● Problem statement:
Please return the listing exactly as it stands, skipping any pictures.
-- Supplied entries follows --
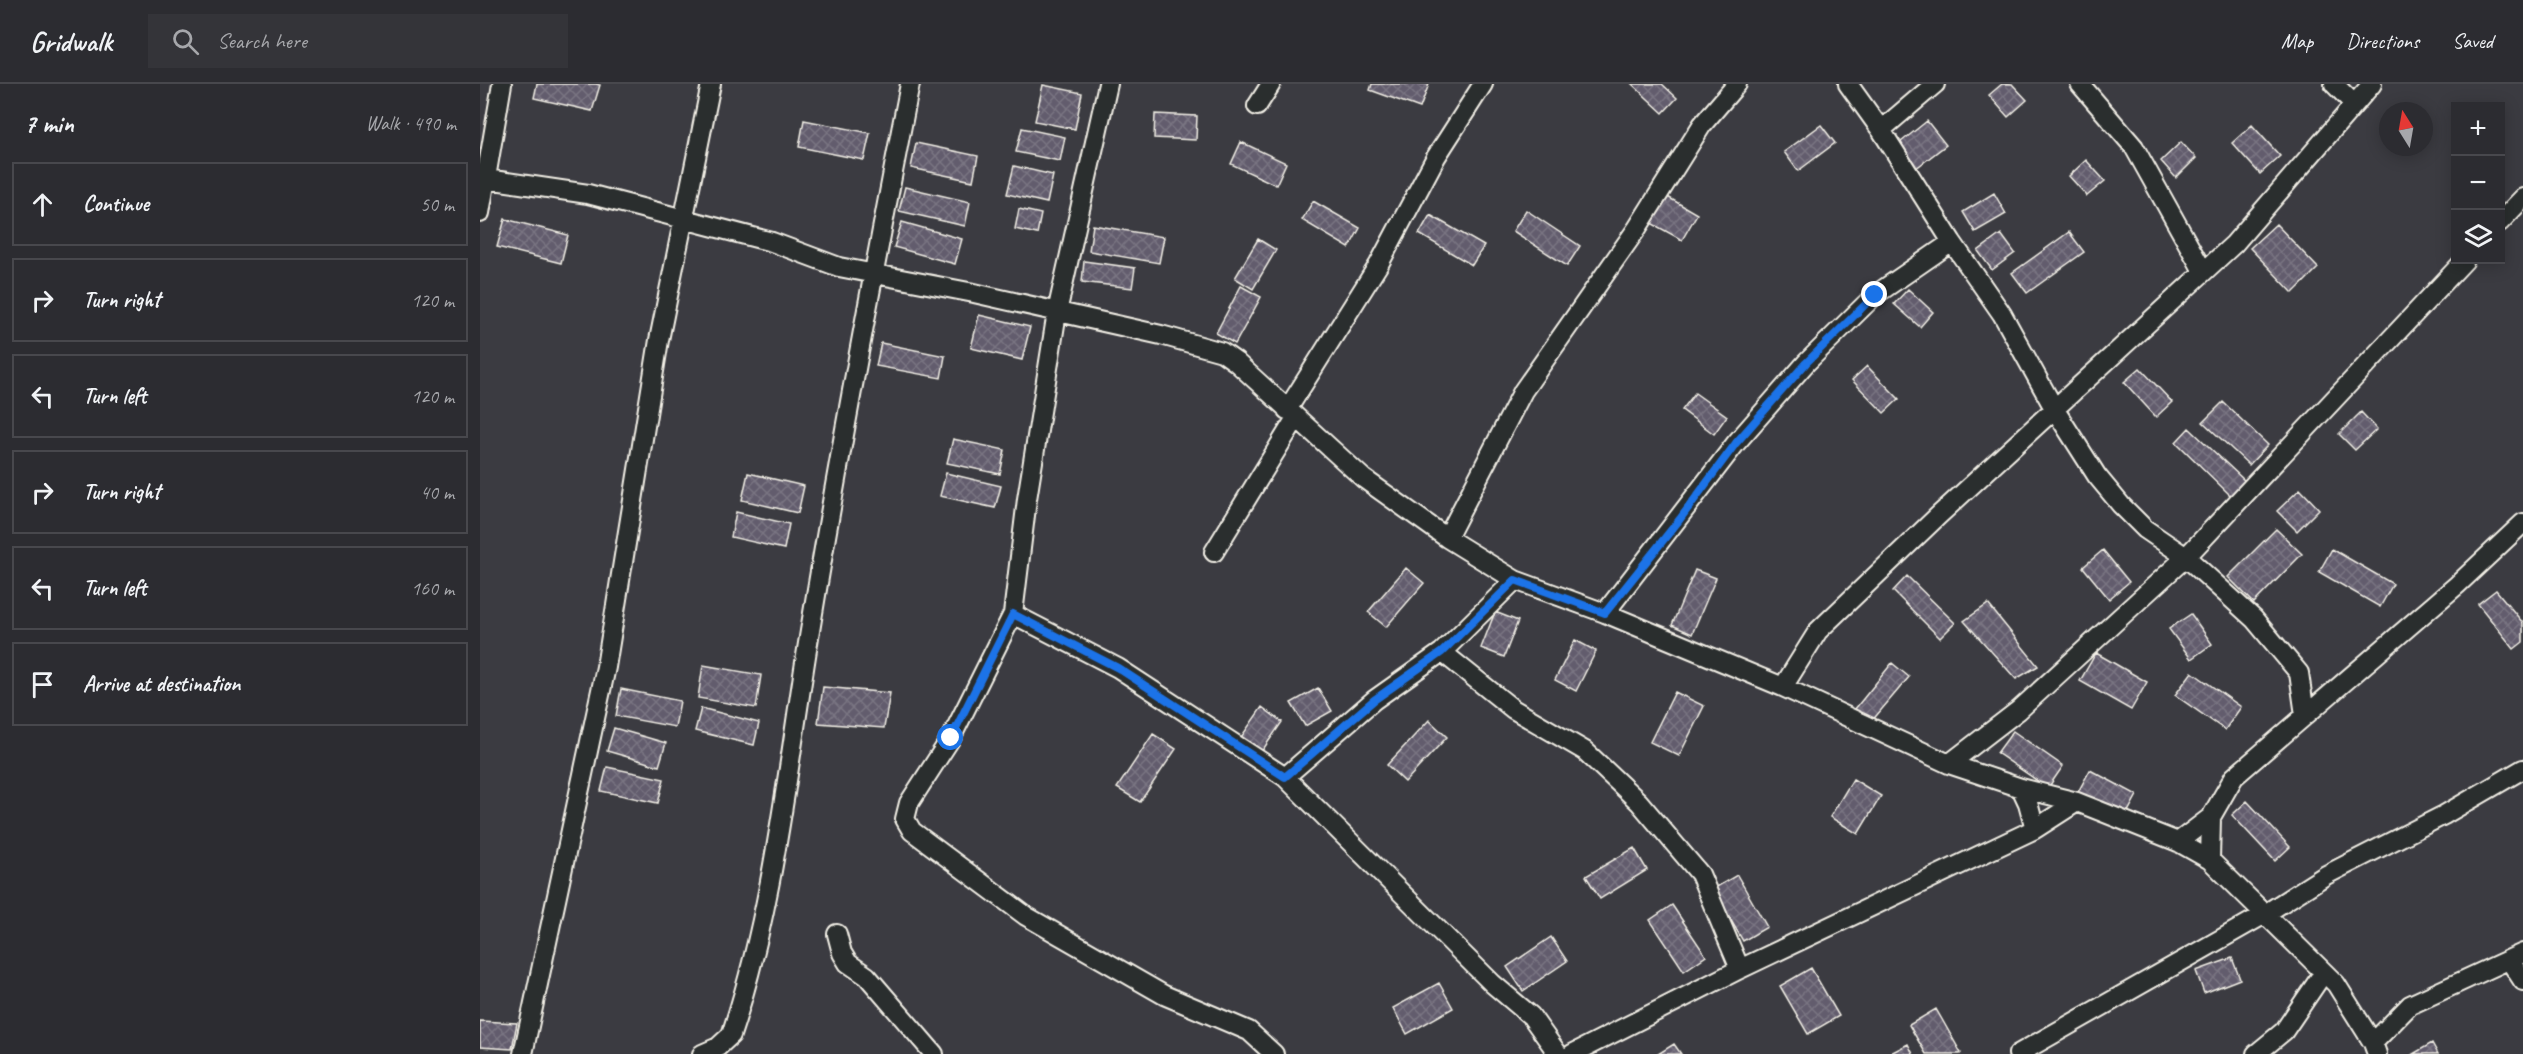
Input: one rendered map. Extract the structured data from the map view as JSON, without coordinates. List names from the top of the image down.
{
  "north": "top",
  "page": {
    "header": "Gridwalk",
    "search": "Search here",
    "nav": ["Map", "Directions", "Saved"],
    "heading": ["7 min", "Walk · 490 m"],
    "map_buttons": ["+", "−"],
    "list": [
      ["Continue", "50 m"],
      ["Turn right", "120 m"],
      ["Turn left", "120 m"],
      ["Turn right", "40 m"],
      ["Turn left", "160 m"],
      "Arrive at destination"
    ]
  }
}
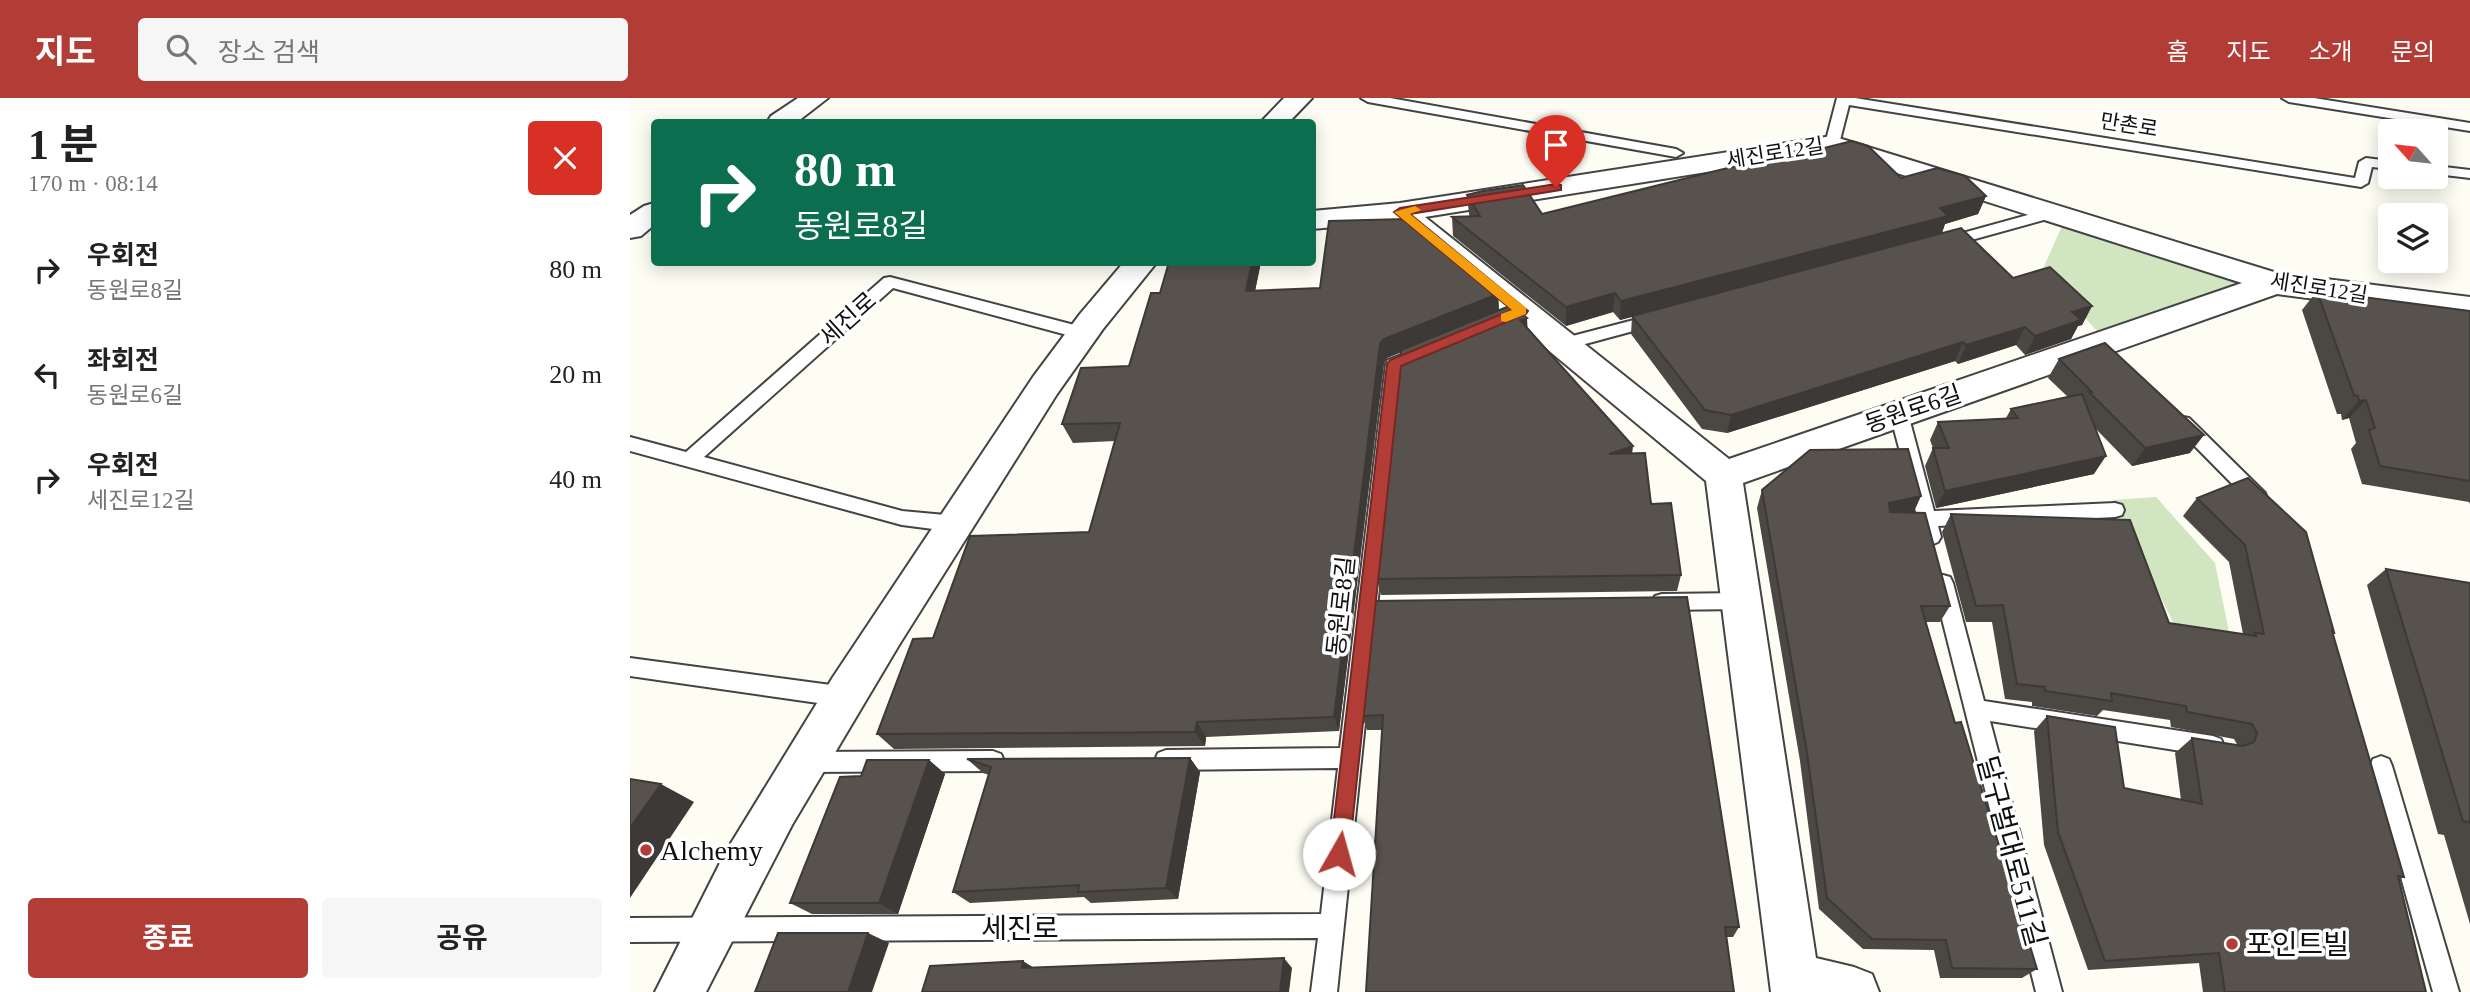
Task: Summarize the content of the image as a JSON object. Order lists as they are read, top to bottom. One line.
{"streets":{"street":["세진로12길","동원로6길"],"lane":["만촌로","세진로","동원로8길","달구벌대로511길"]},"crossings":[["만촌로","세진로12길"],["세진로12길","동원로6길"],["세진로","동원로8길"],["동원로6길","달구벌대로511길"]],"places":["Alchemy","포인트빌"],"north":"top left","page":{"header":"지도","search":"장소 검색","nav":["홈","지도","소개","문의"],"heading":["1 분","170 m · 08:14"],"turn":["80 m","동원로8길"],"list":[{"name":"우회전","note":"동원로8길","value":"80 m"},{"name":"좌회전","note":"동원로6길","value":"20 m"},{"name":"우회전","note":"세진로12길","value":"40 m"}],"buttons":["종료","공유"]}}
-- Supplied entries concluded --
● Solution to the problem:
Input: one rendered map. Extract the structured data from the map view as JSON, without coordinates. List names from the top of the image down.
{
  "north": "top",
  "page": {
    "header": "Gridwalk",
    "search": "Search here",
    "nav": ["Map", "Directions", "Saved"],
    "heading": ["7 min", "Walk · 490 m"],
    "map_buttons": ["+", "−"],
    "list": [
      ["Continue", "50 m"],
      ["Turn right", "120 m"],
      ["Turn left", "120 m"],
      ["Turn right", "40 m"],
      ["Turn left", "160 m"],
      "Arrive at destination"
    ]
  }
}
Task: Summarize the content of the image as a JSON object. Order lists as they are read, top to bottom. One line.
{"streets":{"street":["세진로12길","동원로6길"],"lane":["만촌로","세진로","동원로8길","달구벌대로511길"]},"crossings":[["만촌로","세진로12길"],["세진로12길","동원로6길"],["세진로","동원로8길"],["동원로6길","달구벌대로511길"]],"places":["Alchemy","포인트빌"],"north":"top left","page":{"header":"지도","search":"장소 검색","nav":["홈","지도","소개","문의"],"heading":["1 분","170 m · 08:14"],"turn":["80 m","동원로8길"],"list":[{"name":"우회전","note":"동원로8길","value":"80 m"},{"name":"좌회전","note":"동원로6길","value":"20 m"},{"name":"우회전","note":"세진로12길","value":"40 m"}],"buttons":["종료","공유"]}}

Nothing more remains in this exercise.